Taurus (April 20-May 20)
Self-sabotage isn’t your style, darling. You’re more savvy than that, aren’t you? If you’re going to cheat, you’ll do it because you want to, not because you secretly want to get caught, right? Then why is there so much evidence to the contrary, evidence that points to a desire to really screw yourself over? I just keep checking and rechecking my astrological forecast and seeing that one little thing you’re up to that’s just not on the up and up. It’s sneaky and conniving and utterly out of character, so I’ve been asking myself all week: “What the hell is that about?” Either quit it or own it, already, would you?
Gemini (May 21-June 20)
Your hackles are up. For some reason, every defense instinct is on full alert this week. In other words, you’re raring for a fight. Sadly, your gut impulses are way off. It’s highly unlikely that anyone is actually out to screw you over, despite supposedly ample evidence to the contrary. Beating up your adversaries might make you feel better, until the consequent lawsuits and hassles ensue, when you might feel pretty stupid for acting on misdirected suspicions. What to do? Sit tight. In a week, things will be much more clear, and you’ll be able to act in a way that’s better for the long-term, and without getting lawyers involved.
Cancer (June 21-July 22)
Kick the ass of anyone who calls you a melodramatic sap this week.
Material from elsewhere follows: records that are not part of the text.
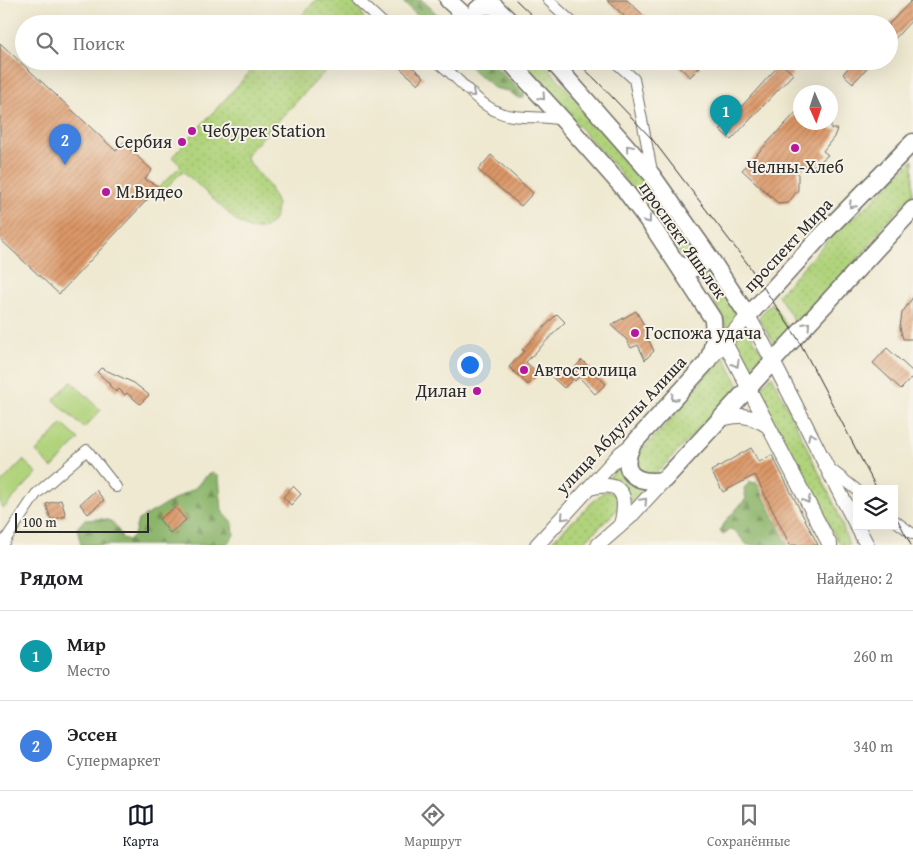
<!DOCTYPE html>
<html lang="ru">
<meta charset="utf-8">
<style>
body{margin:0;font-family:"Gentium Book Plus",serif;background:#f6f6f6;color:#202124}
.controls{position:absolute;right:15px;bottom:15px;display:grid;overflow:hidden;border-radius:0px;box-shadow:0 5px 20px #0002}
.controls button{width:45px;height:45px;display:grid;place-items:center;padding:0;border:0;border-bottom:1px solid #e0e0e0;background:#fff;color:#202124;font:25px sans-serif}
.compass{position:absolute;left:793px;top:85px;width:45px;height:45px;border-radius:50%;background:#fff;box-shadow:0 5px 20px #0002;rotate:177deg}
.scale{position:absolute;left:15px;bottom:12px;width:134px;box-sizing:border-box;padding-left:5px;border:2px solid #2b2b2b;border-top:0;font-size:14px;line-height:18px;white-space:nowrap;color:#2b2b2b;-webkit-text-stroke:4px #f7f3e8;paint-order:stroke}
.you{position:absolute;left:469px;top:364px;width:18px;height:18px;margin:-12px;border:4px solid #fff;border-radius:50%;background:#1a73e8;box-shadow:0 0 0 8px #1a73e833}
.badge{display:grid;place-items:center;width:32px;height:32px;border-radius:50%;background:#111827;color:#fff;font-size:16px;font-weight:700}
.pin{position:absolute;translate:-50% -41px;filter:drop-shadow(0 1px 2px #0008)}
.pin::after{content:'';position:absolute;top:26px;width:18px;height:15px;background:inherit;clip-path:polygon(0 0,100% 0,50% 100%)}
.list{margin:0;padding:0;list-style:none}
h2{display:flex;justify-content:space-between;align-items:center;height:65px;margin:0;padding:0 20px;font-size:21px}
h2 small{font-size:16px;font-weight:400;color:#757577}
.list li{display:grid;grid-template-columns:32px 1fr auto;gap:15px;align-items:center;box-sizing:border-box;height:90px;padding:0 20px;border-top:1px solid #e0e0e0}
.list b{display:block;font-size:19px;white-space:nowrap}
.list p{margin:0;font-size:16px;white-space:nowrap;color:#757577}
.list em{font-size:16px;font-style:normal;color:#757577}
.icon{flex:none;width:28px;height:28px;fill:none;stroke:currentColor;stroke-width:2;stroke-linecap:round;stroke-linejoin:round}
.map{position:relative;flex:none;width:913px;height:545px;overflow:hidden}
.search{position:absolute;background:#fff;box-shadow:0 5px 20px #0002;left:15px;right:15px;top:15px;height:55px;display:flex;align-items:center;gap:12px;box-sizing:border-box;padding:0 18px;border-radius:28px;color:#757577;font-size:19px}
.sheet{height:245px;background:#fff}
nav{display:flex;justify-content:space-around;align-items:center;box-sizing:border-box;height:70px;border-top:1px solid #e0e0e0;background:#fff;font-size:14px;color:#757577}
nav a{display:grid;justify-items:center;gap:2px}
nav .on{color:#111827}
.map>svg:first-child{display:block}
.grass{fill:url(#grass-dots);stroke:#6e7f54}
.forest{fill:url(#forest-firs);stroke:#5c704c}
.green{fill:#b0d37c;stroke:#6e7f54}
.building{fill:url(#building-hatch)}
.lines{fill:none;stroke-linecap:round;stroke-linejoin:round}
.minor-casing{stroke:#706e65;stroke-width:12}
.secondary-casing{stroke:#706e65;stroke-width:16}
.primary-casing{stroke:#706e65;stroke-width:19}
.minor{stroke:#fff;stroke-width:10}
.secondary{stroke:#fff;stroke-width:14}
.primary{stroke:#fff;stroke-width:16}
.tram{stroke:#2b2b2b;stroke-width:1}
.oneway{stroke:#a0a0a0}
.poi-dot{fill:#b5179e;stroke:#f7f3e8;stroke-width:2}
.labels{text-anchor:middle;stroke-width:4;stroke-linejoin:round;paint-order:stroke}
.poi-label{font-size:18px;fill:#2b2b2b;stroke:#f7f3e8;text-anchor:start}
.street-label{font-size:18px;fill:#2b2b2b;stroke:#f7f3e8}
</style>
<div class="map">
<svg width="913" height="545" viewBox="0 0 913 545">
<defs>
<pattern id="grass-dots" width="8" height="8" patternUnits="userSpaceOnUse" patternTransform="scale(1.25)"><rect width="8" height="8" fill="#b0d37c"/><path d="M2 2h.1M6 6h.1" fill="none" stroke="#98b56b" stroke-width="1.8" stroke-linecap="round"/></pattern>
<pattern id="forest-firs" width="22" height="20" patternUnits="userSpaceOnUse" patternTransform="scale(1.25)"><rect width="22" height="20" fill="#8cb56c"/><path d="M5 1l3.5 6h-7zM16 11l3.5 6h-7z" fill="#739359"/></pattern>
<pattern id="building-hatch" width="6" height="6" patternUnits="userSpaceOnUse" patternTransform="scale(1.25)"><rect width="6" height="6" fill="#dc9868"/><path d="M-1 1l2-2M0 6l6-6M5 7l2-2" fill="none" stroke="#b37c56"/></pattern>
</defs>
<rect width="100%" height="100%" fill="#f7f3e8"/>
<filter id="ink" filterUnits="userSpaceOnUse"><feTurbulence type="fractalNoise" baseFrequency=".02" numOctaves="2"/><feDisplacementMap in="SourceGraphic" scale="10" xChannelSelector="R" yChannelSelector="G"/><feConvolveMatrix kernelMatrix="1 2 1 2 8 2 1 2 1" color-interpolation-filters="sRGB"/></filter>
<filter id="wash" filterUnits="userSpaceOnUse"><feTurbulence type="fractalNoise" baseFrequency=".0096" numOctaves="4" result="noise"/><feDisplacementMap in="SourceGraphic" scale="20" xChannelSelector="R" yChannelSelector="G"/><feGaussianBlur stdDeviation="1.12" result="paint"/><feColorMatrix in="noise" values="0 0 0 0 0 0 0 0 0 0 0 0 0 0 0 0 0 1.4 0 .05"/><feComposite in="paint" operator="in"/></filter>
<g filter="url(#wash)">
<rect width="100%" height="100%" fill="#efe9d1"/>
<!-- grass -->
<path class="grass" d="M316,0h34c8,7 14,13 14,24h-70z
M260,61h75l-89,94 2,6 21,25 8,18 -1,11 -3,6 -7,7 -5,1h-10l-12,-6 -56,-52 -20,20 -4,-4 22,-21 -9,-9z
M520,61h21l8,8 78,88 72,96 -2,7 -7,3 -6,-4 -68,-91z
M913,160v35l-28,29 -23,31 -65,70 -19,-30 58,-64 31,-25z
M708,267l31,49 -11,13 -8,-14 -18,-43z
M772,303l19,29 -14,15 -19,-29z
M747,328l18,30 -14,15 -17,-32z
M724,356l15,30 -81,86 -4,3 -13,-3 -5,-8 2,-10 35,-37 35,-45z
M772,376l65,134 12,35h-8l-2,-2 -82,-153z
M622,463l23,24 -14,16 -2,-8 -22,-15z
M606,491l10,4 2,10 -2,6 -35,34h-33l54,-52z"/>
<!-- forest -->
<path class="forest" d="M401,0h21l26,24h-22z
M470,61l21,1 33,32v4h-6l-10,-7 -14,-3 -23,-20 -2,-4z
M212,473l7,4 3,34 11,12 1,12 -8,10h-145l-4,-17 7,-8c22,-1 29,-5 38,18l7,2 5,-5 4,-15 57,-32 9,-10z
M750,482l7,1 31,62h-41l-12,-14 -5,-2 -6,5 -3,-1 -1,-2 7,-12 19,-20 -2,-11z"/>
<!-- green -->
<path class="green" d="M71,381l30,29 -17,18 -30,-28z
M62,424l17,15 -27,29 -16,-16z
M23,460l14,13 -33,35 -4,-3v-21z"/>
<g id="blocks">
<!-- building -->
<path class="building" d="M607,0h20l26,24h-20z
M912,0h1v19l-24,26v-21z
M0,43l116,108 7,-8 29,27 -7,9 14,8 -100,107 -59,-55z
M392,61h13l19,16 -6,7z
M673,61h20l7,6 -10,10z
M854,61h20l-21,22 -10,-9z
M781,63l12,11 -62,66 -11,-10z
M800,108v14h31v7h6l-3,8 -11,14 5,4 -12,10 -18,4v21l-10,13 -9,1 -37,-34z
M491,155l42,38 -12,13 -43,-36z
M913,297v42h-10l-3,-12 2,-14z
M636,311l9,16 4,14 5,10 -9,9 -7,-15 -7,3 -4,-8 -16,-15z
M557,314l8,8 -39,40 13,12 -11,11 -19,-18 15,-16 -2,-1z
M887,348l26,24v4l-12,13 -28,-26z
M582,360l24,24 -11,10 -16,-17 -4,4 -7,-7z
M101,368l33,15 15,12 -9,9 -13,-11 -2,2 -6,-6 -3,3 -7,-7 1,-1 -13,-12z
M559,368l13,12 -8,8 -13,-12z
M751,448l8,14 13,-7 46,90h-28l-35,-70 -32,17 -12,-21z
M293,486l8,8 -10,11 -8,-8z
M96,490l8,10 -16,14 -8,-10z
M61,500l5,16 -15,4 -5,-16z
M175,507l11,13 -16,13 -11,-14z"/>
</g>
</g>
<g filter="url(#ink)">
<use href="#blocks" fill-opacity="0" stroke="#706e65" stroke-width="1"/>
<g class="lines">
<!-- minor casing -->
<g class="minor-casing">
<path id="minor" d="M358,0l26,24
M548,0l26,24
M436,61c22,15 37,40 62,51 16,8 45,3 65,8
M614,61l20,18 18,92
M828,467l29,23
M894,520l19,14
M2,545l34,-51 51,-44 29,37"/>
</g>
<!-- secondary casing -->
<g class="secondary-casing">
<path id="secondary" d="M721,335l109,210
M708,361l40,-45c39,68 72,140 109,210
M719,420c19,-7 32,-5 49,6
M590,488c34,-9 38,9 31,37
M857,526l10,19
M537,545l84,-92 12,-9
M598,545l31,-27 35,-38"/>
</g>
<!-- primary casing -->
<g class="primary-casing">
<path id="primary" d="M448,0l26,24
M488,0l25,24
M475,24c-3,-17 6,-20 21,-17
M509,61l55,60 60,68 30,40 59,90 1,19 -3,14 -4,10 -74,82c-15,30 3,40 31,36l249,-271
M552,61l100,114 53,75 43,66 72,-79 93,-95
M677,263c16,9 28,8 28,-13"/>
</g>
<!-- minor -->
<use href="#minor" class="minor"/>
<!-- secondary -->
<use href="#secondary" class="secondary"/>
<!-- primary -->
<use href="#primary" class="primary"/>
<!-- tram -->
<path class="tram" d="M516,0l25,24
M576,61l21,20 55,58 95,124 51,76 79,150
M894,513l17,32"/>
</g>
<!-- one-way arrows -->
<defs><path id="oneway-chevron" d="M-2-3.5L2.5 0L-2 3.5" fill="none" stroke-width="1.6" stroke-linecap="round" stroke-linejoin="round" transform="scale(1.25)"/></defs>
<g class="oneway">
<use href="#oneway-chevron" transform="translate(472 94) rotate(42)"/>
<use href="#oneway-chevron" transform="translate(542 97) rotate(47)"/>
<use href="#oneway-chevron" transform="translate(629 148) rotate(-131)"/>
<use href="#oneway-chevron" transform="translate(852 205) rotate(134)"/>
<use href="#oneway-chevron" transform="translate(648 220) rotate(52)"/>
<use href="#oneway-chevron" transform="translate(807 325) rotate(-48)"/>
<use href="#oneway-chevron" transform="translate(736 364) rotate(61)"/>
<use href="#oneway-chevron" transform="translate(674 398) rotate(132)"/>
<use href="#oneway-chevron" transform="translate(811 436) rotate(-116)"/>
<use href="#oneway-chevron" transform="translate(807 500) rotate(63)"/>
<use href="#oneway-chevron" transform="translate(644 501) rotate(-47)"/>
<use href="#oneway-chevron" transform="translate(564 517) rotate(133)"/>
</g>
</g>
<!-- markers -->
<g class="poi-dot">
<circle cx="192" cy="131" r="5"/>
<circle cx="182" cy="142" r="5"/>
<circle cx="795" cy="148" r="5"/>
<circle cx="106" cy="192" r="5"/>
<circle cx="635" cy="333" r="5"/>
<circle cx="524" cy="370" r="5"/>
<circle cx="477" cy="391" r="5"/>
</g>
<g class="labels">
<!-- poi labels -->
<g class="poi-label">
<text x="202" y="137">Чебурек Station</text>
<text x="172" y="148" text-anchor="end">Сербия</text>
<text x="795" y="173" text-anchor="middle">Челны-Хлеб</text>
<text x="116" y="198">М.Видео</text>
<text x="645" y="339">Госпожа удача</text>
<text x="534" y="376">Автостолица</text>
<text x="467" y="397" text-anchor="end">Дилан</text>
</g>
<!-- street labels -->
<g class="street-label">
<text transform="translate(683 240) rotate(55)" y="6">проспект Яшьлек</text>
<text transform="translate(788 245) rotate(-47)" y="6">проспект Мира</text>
<text transform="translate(621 425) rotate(-47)" y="6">улица Абдуллы Алиша</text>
</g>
</g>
</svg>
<div class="controls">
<button><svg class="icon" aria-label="layers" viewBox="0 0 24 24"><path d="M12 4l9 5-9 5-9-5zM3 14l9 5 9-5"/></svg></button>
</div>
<svg class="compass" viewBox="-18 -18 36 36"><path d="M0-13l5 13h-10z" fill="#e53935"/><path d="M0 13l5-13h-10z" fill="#757577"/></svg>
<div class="scale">100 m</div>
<div class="you"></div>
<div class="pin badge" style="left:726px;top:136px;background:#0f9aa8">1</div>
<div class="pin badge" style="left:65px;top:165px;background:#3f7fe0">2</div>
<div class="search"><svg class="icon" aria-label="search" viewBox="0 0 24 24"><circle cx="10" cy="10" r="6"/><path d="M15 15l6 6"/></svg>Поиск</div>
</div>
<section class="sheet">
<h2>Рядом<small>Найдено: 2</small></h2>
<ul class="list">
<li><span class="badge" style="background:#0f9aa8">1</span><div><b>Мир</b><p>Место</p></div><em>260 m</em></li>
<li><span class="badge" style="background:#3f7fe0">2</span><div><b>Эссен</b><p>Супермаркет</p></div><em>340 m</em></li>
</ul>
</section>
<nav>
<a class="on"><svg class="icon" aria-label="map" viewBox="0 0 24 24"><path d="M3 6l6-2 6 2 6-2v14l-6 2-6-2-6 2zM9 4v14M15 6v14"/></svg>Карта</a>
<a><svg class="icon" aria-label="directions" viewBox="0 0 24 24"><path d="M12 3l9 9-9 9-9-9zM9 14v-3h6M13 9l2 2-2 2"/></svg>Маршрут</a>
<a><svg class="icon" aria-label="saved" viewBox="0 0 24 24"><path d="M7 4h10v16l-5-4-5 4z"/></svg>Сохранённые</a>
</nav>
Your emotions are running high lately, even for you, and focused mainly on very small details–but that’s nothing to be ashamed of, despite what some would have you believe. The easy solution to their scorn is fierce action. There’s no need to question too intensely what you’ve been feeling. Emotions are irrational, and trying to make them conform to some logical blueprint will never work. Instead, righteously defend your prerogative to feel them and act on them. And as for anyone who can’t handle that? Screw ‘em.
Leo (July 23-Aug. 22)
There’s the town. Here’s a bucket of red paint. What are you waiting for? Screw anything that smacks of routine this week; it’ll just bore, drain, and stall you (and somehow not get done, anyway). Laundry, dishes, shopping: all that can wait, and probably should, as you can get it all done in half the time next week than it would take this week. Meanwhile, you’ve virtually got the ability to dance for seven days straight, without drugs or magic shoes. Why waste it? You’ve already learned that going with the flow is mostly better than struggling upstream. The flow wants you to have fun. Don’t have the gall to complain. Just get to it.